Consultancy firm Cornwall Energy has published research suggesting that Government schemes designed to subsidies and support low-carbon energy could add up to £100 to households’ annual energy bills within the next five years.
“The cost of policies to support renewable electricity and ensure the lights stay on in Britain will increase sharply over the next couple of years despite cuts to green subsidies.”
The research refers to four government schemes that it says will push bills up for energy users.
The four schemes are: “the Renewables Obligation; the Small-Scale Feed-in Tariff scheme, Contracts for Difference, and the Capacity Market.”

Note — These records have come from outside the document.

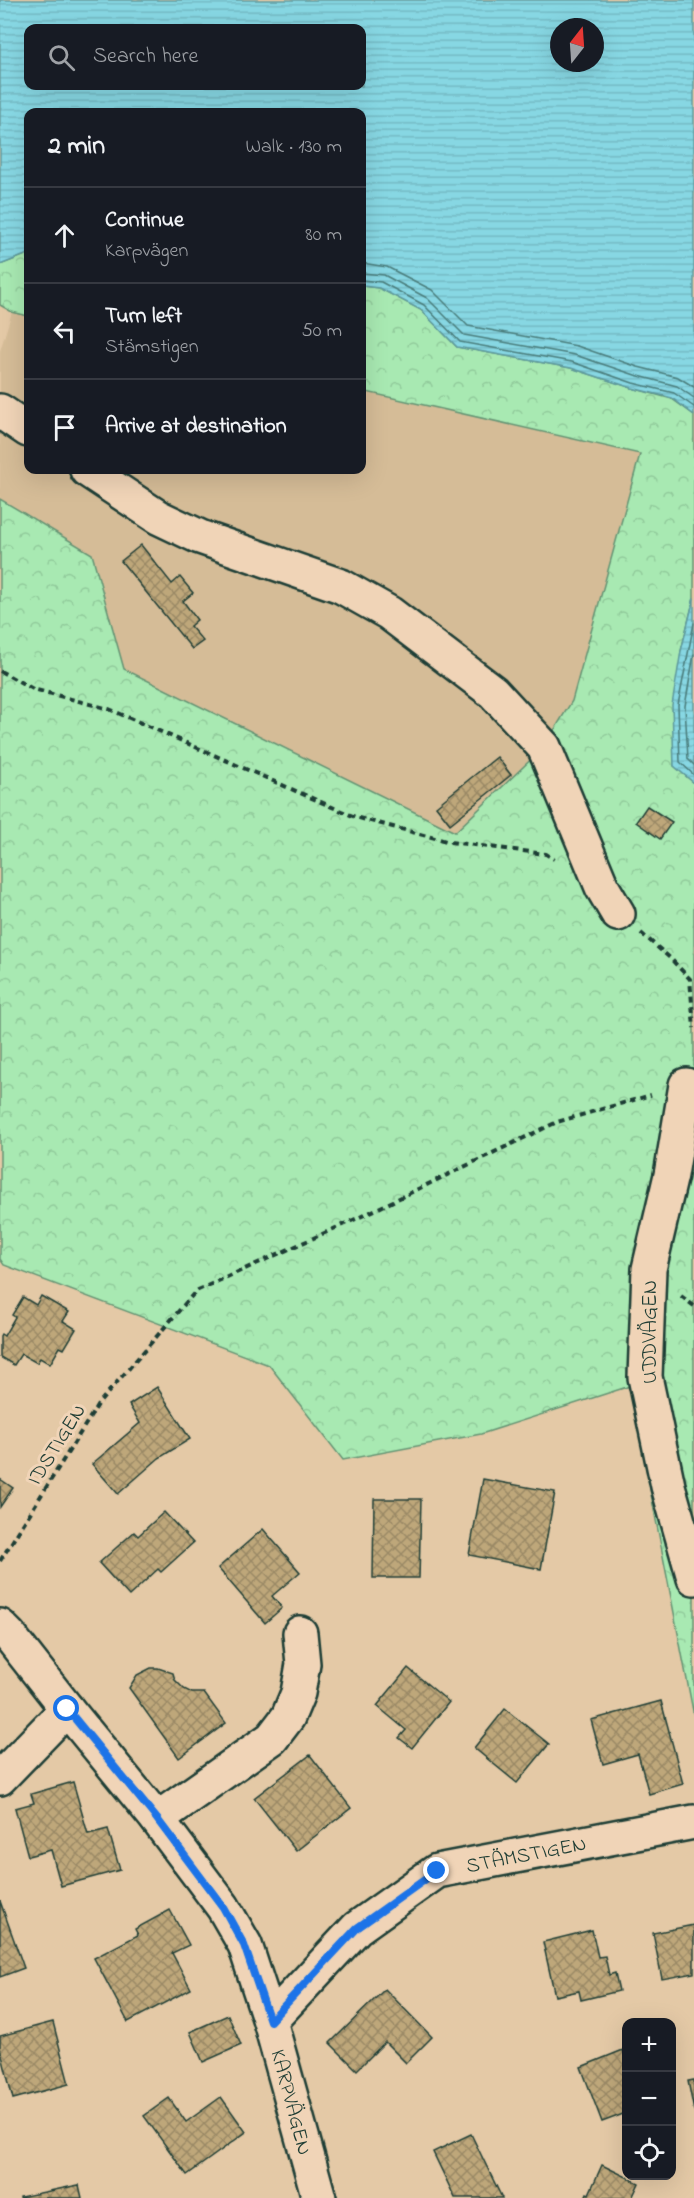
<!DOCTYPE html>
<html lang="en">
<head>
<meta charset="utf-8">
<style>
  :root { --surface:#171b24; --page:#20242c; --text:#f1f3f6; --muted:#9ea1a6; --line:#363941 }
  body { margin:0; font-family:"Indie Flower",sans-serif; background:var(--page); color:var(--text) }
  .controls { position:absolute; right:18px; bottom:18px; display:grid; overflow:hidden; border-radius:12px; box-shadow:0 6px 24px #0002 }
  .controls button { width:54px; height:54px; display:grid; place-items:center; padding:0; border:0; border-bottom:2px solid var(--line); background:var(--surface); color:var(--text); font:30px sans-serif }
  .compass { position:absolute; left:550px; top:18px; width:54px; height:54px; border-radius:50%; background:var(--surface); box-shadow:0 6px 24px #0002; rotate:17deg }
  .stop { position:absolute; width:18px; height:18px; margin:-14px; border:4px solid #1a73e8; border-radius:50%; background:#fff }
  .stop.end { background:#1a73e8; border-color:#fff; box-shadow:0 2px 6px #0008 }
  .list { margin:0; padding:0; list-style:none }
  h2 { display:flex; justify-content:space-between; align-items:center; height:78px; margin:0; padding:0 24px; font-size:26px }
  h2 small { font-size:20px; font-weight:400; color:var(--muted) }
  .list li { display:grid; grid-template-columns:39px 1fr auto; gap:18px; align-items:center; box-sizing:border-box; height:96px; padding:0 24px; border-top:2px solid var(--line) }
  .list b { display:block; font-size:22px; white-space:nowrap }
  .list p { margin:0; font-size:20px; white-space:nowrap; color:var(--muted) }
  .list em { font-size:20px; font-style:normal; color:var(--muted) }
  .icon { flex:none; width:33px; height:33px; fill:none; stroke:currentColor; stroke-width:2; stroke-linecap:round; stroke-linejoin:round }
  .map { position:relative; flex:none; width:694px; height:2198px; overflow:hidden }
  .search { position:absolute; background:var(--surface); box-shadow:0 6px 24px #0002; left:24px; top:24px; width:342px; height:66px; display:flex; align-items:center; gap:15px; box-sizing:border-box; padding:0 21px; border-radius:12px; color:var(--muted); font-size:22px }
  .panel { position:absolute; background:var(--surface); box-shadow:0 6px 24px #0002; left:24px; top:108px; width:342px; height:366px; border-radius:12px }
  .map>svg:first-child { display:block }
</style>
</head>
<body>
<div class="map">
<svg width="694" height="2198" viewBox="0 0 694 2198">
  <defs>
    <pattern id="forest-crowns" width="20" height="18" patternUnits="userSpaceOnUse" patternTransform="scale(1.5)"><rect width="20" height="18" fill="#a8e9b2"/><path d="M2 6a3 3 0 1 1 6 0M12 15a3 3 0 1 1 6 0" fill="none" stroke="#90c99a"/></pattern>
    <pattern id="water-rules" width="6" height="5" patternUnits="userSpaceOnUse" patternTransform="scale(1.5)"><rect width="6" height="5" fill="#87d7e3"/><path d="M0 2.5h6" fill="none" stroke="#74b9c3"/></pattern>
    <pattern id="building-cross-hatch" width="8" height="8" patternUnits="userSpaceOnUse" patternTransform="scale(1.5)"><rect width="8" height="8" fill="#bea77a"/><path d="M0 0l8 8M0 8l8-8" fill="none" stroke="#9a8965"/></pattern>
  </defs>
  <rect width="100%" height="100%" fill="#e4c9a6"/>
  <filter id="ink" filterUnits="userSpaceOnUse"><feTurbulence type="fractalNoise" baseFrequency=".0167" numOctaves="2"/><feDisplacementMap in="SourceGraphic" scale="12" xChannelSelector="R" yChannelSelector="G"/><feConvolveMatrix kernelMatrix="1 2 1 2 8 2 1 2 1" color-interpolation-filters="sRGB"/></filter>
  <g filter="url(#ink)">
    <polygon fill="#d5bc97" points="12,312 28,316 28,470 362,470 362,391 640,454 572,701 544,747 455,832 124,669 92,554 0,499 0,351"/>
    <g fill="url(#forest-crowns)" stroke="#649373" stroke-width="1.5">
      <polygon points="28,254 28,316 12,312 0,305 0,265"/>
      <polygon points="362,286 379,288 421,310 457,347 571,368 632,388 672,399 694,415 694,598 681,651 674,766 694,783 694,1716 630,1386 481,1434 343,1460 269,1365 4,1265 0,1259 0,499 92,554 124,669 455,832 544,747 572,701 640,454 362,391"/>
    </g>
    <g fill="url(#water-rules)" stroke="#5d999d" stroke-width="1.5" fill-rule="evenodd">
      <path d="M0,0H694V415L672,398L632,388L571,368L457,347L421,310L379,288L362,286V112H28V254L0,265ZM559,27H595V63H559ZM28,28H362V86H28Z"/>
      <polygon points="694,598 694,783 674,766 672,705 681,651"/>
    </g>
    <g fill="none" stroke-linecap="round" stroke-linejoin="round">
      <g stroke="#497b7a" stroke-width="1.5">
        <polyline points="362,263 387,267 432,290 468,326 577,346 638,367 678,377 694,387"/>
        <polyline points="362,273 384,275 427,298 464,335 575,355 635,375 677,386 694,398"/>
        <polyline points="362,280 381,282 424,305 460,342 572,362 633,383 674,393 694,407"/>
        <polyline points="694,623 678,705 680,762 694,775"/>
        <polyline points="694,654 685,706 688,759 694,765"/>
      </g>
    </g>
    <g fill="url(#building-cross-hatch)" stroke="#1f3d34" stroke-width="1.5">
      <polygon points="141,545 172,584 180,577 193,593 183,601 197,620 190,626 203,641 192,649 121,561"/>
      <polygon points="497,757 511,775 450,824 436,806"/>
      <polygon points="647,806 672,822 660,839 636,822"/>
      <polygon points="41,1296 69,1312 63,1321 76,1329 64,1349 60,1347 50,1364 40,1358 37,1363 21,1354 14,1365 0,1357 0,1336 1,1334 4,1336 15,1317 12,1315 23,1297 36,1305"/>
      <polygon points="157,1387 190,1439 159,1458 118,1494 92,1464 140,1423 129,1405"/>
      <polygon points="0,1479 13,1488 0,1507"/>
      <polygon points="483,1479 555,1492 541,1569 469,1555"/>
      <polygon points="374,1499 421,1499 419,1578 373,1578"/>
      <polygon points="164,1512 193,1543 161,1572 158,1569 129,1596 99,1563 134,1532 138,1536"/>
      <polygon points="263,1529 300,1572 272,1596 282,1608 265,1623 218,1568"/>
      <polygon points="151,1668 158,1668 173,1673 175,1680 184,1689 192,1693 204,1693 226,1723 179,1758 129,1688 137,1675"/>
      <polygon points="408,1668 449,1702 412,1748 399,1738 406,1730 377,1706"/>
      <polygon points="661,1701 683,1784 649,1794 638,1754 603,1764 591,1720"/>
      <polygon points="505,1709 549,1744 517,1783 474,1748"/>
      <polygon points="310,1755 351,1808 296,1851 254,1798"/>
      <polygon points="73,1782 88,1834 108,1829 120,1870 61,1886 51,1850 28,1856 15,1808 34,1803 31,1794"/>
      <polygon points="0,1901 24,1968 0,1977"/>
      <polygon points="170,1910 189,1945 172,1953 191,1989 128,2022 94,1958 138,1935 135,1929"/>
      <polygon points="694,1925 694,1973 662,1979 653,1933"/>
      <polygon points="592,1930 598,1957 605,1956 609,1975 615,1973 619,1991 581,2000 579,1991 555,1996 543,1942"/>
      <polygon points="385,1989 432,2037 406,2063 385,2042 357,2070 330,2043"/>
      <polygon points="228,2015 241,2045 203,2062 190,2032"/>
      <polygon points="53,2022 69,2084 13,2099 0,2048 0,2036"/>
      <polygon points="623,2050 626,2058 626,2113 602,2122 581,2067"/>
      <polygon points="694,2080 694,2111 688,2081"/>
      <polygon points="221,2097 246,2132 187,2175 144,2116 169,2098 186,2122"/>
      <polygon points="471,2134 502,2198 455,2198 433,2152"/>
      <polygon points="602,2165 639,2183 632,2198 585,2198 587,2193 589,2194"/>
      <polygon points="79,2185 82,2198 20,2198 20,2197"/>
    </g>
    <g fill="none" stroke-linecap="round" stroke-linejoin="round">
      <g stroke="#1f3d34" stroke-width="38">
        <g id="minor">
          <polyline points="0,411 28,430"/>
          <polyline points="87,470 158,517 200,537 341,586 389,613 493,692 544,747 602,887 618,914"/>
          <polyline points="686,1085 671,1175 649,1269 645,1377 668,1486 694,1578"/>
          <polyline points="0,1626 9,1635 67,1709 157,1819 223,1907 245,1945 270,2021 319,2198"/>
          <polyline points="0,1778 67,1709"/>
          <polyline points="157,1819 272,1738 288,1717 298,1693 303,1664 300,1633"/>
          <polyline points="270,2021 357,1928 437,1871 694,1822"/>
        </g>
      </g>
      <g stroke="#1f3d34" stroke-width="4" stroke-dasharray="6 4.5" stroke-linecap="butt">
        <polyline points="0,671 33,689 109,709 355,817 450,842 546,854 554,859"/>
        <polyline points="641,933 670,958 690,979 694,1028"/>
        <polyline points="681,1296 694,1306"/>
        <polyline points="0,1561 99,1403 196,1291 360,1217 557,1122 651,1095"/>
      </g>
      <use href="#minor" stroke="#f0d4b7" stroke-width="33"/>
    </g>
  </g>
  <g fill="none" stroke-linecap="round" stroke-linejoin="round" filter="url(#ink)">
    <polyline stroke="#1a73e8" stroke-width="8" points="67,1709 157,1819 223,1907 244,1945 270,2021 357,1928 437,1871"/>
  </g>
  <g text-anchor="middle" stroke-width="6" stroke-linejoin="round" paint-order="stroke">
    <g font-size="21" fill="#1f3d34" stroke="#f0d4b7">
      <text transform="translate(649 1332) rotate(-90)" y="7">UDDVÄGEN</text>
      <text transform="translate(56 1444) rotate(-58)" y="7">IDSTIGEN</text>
      <text transform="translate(526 1854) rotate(-11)" y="7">STÄMSTIGEN</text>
      <text transform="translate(292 2102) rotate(75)" y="7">KARPVÄGEN</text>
    </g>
  </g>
</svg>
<div class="controls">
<button>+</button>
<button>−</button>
<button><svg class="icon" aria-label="locate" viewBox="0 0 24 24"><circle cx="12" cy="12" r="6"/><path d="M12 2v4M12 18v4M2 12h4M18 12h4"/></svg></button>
</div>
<svg class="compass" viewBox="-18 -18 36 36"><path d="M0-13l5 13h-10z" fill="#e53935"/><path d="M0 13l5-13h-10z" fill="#9ea1a6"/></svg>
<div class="stop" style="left:67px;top:1709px"></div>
<div class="stop end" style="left:437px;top:1871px"></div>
<div class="search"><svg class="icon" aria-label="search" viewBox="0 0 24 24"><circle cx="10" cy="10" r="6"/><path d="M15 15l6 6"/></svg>Search here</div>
<section class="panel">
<h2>2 min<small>Walk · 130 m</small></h2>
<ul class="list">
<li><svg class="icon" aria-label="ahead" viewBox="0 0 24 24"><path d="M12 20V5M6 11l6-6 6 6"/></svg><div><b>Continue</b><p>Karpvägen</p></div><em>80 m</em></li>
<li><svg class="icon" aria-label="left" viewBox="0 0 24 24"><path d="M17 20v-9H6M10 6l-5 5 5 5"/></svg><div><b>Turn left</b><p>Stämstigen</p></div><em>50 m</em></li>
<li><svg class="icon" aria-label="arrive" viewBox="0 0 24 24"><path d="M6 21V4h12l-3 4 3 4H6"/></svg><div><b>Arrive at destination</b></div></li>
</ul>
</section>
</div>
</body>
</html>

According to Cornwall Energy’s research, households will see an 84% increase to their energy expenditure by 2017/18, compared to what they are paying currently, as a result of these schemes. This cost will continue to increase over the following years, so that by 2020/21, each household’s bill will be more than £100 higher than it is today – an increase of around 124%.
Of the four schemes referenced, all but the Capacity Market Scheme fall under the purview of the Levy Control Framework, an initiative designed to cap spending on renewable subsidies in order to prevent customers from shouldering too much of a financial burden.
Cornwall Energy estimates that expenditure from the three schemes that do fall within the LCF will reach around £7.7 billion by 2020/21.
While this is around £100 million over budget, it is a far more optimistic estimate than that given by the Office for Budget Responsibility. Back in July 2015, the OBR estimated that the overspend on the LCF would be around £1.5 billion.
“Nonetheless, the figures who that the government is likely to exceed its LCF budget in every year from 2016-17” said an article on Cornwall Energy’s website.
A Department of Energy and Climate Change spokesperson said that the government was doing all that it could to prevent households from paying too much for government schemes promoting energy security and renewable power.
They said: “Through the halting of subsidies for onshore wind in the Energy Act, to added competition driving down costs in contract for difference auctions and the capacity market, our actions have shown that we will be tough on subsidies in order to keep bills down for our families and businesses, and ensure value for money.”
In terms of value for money, the capacity market scheme has come under criticism since its introduction. The scheme works by offering energy companies a guaranteed price for the energy they produce, in exchange for a guarantee that they will produce a set amount and remain on standby in case of periods of peak demand.
The problem, say critics, is that a lot of the money given out has gone to plants that would have stayed online regardless of subsidies granted as part of the scheme, leaving households paying more for something they would have received anyway.
Summing up the research conducted by Cornwall Energy, the group’s managing director, Jo Butlin, said: “While the future path of wholesale prices remains uncertain, policy costs are moving only in one direction. Our research shows a confluence of factors serving to push these costs up notably in the next couple of years, though important drivers that could yet change the outlook remain beyond anyone’s control.”